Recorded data
§

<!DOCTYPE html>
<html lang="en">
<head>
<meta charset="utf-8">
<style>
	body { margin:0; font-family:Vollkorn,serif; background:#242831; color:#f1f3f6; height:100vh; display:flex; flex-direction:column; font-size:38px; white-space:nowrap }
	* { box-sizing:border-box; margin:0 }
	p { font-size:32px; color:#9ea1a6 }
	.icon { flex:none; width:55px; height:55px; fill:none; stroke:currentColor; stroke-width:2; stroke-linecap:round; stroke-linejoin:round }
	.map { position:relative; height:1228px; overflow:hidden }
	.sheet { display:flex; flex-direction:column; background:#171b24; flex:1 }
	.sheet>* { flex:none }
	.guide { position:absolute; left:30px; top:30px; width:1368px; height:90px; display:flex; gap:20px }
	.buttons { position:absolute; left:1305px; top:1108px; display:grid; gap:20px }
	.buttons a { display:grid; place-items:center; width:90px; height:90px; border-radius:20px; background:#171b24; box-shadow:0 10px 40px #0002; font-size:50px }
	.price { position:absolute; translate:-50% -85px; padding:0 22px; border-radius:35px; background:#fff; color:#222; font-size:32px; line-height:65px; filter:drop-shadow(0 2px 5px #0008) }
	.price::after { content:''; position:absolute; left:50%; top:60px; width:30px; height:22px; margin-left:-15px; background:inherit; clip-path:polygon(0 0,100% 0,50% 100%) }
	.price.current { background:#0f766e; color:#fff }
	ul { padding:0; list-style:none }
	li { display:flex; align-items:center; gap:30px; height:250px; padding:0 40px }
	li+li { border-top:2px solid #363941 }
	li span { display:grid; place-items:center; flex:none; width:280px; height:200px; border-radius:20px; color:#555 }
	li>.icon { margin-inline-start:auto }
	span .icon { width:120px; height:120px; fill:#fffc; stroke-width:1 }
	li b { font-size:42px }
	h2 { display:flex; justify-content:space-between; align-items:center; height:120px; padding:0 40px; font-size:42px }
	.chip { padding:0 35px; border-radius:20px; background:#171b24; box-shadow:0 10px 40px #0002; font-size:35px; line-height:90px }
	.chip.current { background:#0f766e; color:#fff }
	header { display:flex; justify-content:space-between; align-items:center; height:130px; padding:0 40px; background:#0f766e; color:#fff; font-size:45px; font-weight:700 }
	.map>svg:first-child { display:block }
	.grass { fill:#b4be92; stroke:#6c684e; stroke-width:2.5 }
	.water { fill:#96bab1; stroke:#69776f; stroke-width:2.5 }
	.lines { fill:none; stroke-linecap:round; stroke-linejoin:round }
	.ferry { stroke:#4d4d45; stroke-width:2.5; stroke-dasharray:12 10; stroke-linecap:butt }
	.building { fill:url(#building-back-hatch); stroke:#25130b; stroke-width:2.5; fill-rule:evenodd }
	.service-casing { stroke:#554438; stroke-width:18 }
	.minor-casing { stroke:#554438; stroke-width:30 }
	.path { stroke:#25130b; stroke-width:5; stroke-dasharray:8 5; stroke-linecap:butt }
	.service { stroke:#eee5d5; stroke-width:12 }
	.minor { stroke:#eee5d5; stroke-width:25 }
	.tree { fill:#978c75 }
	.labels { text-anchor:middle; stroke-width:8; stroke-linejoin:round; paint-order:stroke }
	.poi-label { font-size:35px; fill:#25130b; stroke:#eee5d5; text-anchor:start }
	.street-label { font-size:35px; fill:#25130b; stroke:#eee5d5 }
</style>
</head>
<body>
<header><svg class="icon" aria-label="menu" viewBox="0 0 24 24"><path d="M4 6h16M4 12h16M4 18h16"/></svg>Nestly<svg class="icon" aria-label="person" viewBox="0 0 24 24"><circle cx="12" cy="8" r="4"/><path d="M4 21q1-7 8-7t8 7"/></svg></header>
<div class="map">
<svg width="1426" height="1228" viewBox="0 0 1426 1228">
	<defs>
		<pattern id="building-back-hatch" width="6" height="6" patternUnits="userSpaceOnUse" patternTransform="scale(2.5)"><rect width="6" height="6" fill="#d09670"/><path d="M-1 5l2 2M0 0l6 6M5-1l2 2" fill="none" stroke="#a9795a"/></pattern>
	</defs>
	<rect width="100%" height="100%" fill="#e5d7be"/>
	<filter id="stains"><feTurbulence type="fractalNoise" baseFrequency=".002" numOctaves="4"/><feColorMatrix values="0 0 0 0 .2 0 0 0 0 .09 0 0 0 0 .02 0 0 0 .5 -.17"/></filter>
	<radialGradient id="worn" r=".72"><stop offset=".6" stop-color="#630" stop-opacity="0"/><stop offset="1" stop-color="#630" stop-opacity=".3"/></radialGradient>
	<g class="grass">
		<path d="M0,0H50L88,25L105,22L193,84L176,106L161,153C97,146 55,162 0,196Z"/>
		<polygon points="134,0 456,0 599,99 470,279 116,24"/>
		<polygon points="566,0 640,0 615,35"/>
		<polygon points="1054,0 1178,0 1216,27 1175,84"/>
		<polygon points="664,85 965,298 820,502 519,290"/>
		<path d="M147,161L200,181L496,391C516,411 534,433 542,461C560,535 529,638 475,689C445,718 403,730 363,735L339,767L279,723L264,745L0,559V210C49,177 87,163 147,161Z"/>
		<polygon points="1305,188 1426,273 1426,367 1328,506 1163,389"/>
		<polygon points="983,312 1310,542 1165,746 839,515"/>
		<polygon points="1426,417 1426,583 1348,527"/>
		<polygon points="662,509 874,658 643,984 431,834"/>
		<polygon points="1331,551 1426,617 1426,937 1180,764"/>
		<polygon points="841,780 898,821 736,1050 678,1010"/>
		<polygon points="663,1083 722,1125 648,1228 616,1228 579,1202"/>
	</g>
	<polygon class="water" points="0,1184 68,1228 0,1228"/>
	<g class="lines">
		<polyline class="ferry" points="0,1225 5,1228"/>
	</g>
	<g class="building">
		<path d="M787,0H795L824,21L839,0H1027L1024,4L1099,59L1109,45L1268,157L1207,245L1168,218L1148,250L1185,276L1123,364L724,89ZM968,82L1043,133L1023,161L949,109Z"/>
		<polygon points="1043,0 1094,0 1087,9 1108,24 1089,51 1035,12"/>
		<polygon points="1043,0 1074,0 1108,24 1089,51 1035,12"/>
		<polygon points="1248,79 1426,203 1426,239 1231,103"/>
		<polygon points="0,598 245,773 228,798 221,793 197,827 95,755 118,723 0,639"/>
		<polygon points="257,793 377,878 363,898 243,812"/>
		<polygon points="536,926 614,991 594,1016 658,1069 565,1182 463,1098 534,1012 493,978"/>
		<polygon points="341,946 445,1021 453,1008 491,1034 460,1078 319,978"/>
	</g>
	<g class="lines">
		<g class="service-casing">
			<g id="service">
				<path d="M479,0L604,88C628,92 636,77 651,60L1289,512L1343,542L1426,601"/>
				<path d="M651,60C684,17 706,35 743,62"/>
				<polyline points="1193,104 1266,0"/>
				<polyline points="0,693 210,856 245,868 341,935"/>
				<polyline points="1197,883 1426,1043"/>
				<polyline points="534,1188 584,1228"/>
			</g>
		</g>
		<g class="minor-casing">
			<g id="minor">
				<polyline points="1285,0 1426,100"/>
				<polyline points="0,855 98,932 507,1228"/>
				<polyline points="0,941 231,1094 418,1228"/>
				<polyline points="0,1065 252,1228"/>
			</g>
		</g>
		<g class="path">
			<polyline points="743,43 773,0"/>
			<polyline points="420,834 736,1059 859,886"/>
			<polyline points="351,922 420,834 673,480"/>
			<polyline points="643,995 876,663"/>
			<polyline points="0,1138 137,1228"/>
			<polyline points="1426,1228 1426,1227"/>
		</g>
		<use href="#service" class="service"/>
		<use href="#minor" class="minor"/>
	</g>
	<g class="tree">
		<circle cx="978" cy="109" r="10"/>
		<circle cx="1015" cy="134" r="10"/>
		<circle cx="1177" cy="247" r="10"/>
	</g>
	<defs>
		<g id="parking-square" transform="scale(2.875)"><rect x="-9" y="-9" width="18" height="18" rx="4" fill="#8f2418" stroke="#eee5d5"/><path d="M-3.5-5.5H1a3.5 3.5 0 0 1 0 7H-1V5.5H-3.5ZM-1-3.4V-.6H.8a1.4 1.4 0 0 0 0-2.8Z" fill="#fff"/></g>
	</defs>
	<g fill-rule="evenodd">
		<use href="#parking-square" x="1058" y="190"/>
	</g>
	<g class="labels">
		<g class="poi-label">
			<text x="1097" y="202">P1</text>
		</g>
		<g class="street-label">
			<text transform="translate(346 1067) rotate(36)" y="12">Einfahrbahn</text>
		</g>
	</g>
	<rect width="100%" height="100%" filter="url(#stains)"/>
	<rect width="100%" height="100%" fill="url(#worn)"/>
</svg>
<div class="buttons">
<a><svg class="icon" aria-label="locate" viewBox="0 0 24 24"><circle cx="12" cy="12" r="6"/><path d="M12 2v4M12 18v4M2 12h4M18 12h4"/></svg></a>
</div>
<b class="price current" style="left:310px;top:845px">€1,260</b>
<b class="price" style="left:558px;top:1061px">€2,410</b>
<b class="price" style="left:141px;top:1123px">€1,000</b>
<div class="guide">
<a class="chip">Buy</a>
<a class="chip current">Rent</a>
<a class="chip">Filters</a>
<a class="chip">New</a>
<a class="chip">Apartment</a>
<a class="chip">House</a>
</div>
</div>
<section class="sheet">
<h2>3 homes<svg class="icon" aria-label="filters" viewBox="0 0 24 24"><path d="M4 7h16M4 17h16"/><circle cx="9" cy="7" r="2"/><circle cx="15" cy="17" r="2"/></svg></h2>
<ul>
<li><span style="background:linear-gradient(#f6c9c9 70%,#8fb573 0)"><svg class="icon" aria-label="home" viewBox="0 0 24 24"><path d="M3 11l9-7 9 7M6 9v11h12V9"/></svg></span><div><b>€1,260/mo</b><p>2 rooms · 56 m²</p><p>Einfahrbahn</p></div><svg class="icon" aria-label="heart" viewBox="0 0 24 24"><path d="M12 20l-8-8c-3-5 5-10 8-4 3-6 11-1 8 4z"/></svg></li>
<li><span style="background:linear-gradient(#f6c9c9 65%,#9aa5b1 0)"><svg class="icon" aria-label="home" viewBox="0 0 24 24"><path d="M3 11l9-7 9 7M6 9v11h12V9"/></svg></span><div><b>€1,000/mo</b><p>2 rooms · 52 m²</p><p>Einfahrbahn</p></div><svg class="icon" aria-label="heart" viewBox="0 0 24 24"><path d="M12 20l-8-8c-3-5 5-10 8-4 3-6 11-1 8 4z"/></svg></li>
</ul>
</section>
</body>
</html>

§

WORK ITEM
Start with the first line of the data and print every line exactly. The line containing "content:''; position:absolute; left:50%;" is the last one to include.

PROBLEM SOLUTION
<!DOCTYPE html>
<html lang="en">
<head>
<meta charset="utf-8">
<style>
	body { margin:0; font-family:Vollkorn,serif; background:#242831; color:#f1f3f6; height:100vh; display:flex; flex-direction:column; font-size:38px; white-space:nowrap }
	* { box-sizing:border-box; margin:0 }
	p { font-size:32px; color:#9ea1a6 }
	.icon { flex:none; width:55px; height:55px; fill:none; stroke:currentColor; stroke-width:2; stroke-linecap:round; stroke-linejoin:round }
	.map { position:relative; height:1228px; overflow:hidden }
	.sheet { display:flex; flex-direction:column; background:#171b24; flex:1 }
	.sheet>* { flex:none }
	.guide { position:absolute; left:30px; top:30px; width:1368px; height:90px; display:flex; gap:20px }
	.buttons { position:absolute; left:1305px; top:1108px; display:grid; gap:20px }
	.buttons a { display:grid; place-items:center; width:90px; height:90px; border-radius:20px; background:#171b24; box-shadow:0 10px 40px #0002; font-size:50px }
	.price { position:absolute; translate:-50% -85px; padding:0 22px; border-radius:35px; background:#fff; color:#222; font-size:32px; line-height:65px; filter:drop-shadow(0 2px 5px #0008) }
	.price::after { content:''; position:absolute; left:50%; top:60px; width:30px; height:22px; margin-left:-15px; background:inherit; clip-path:polygon(0 0,100% 0,50% 100%) }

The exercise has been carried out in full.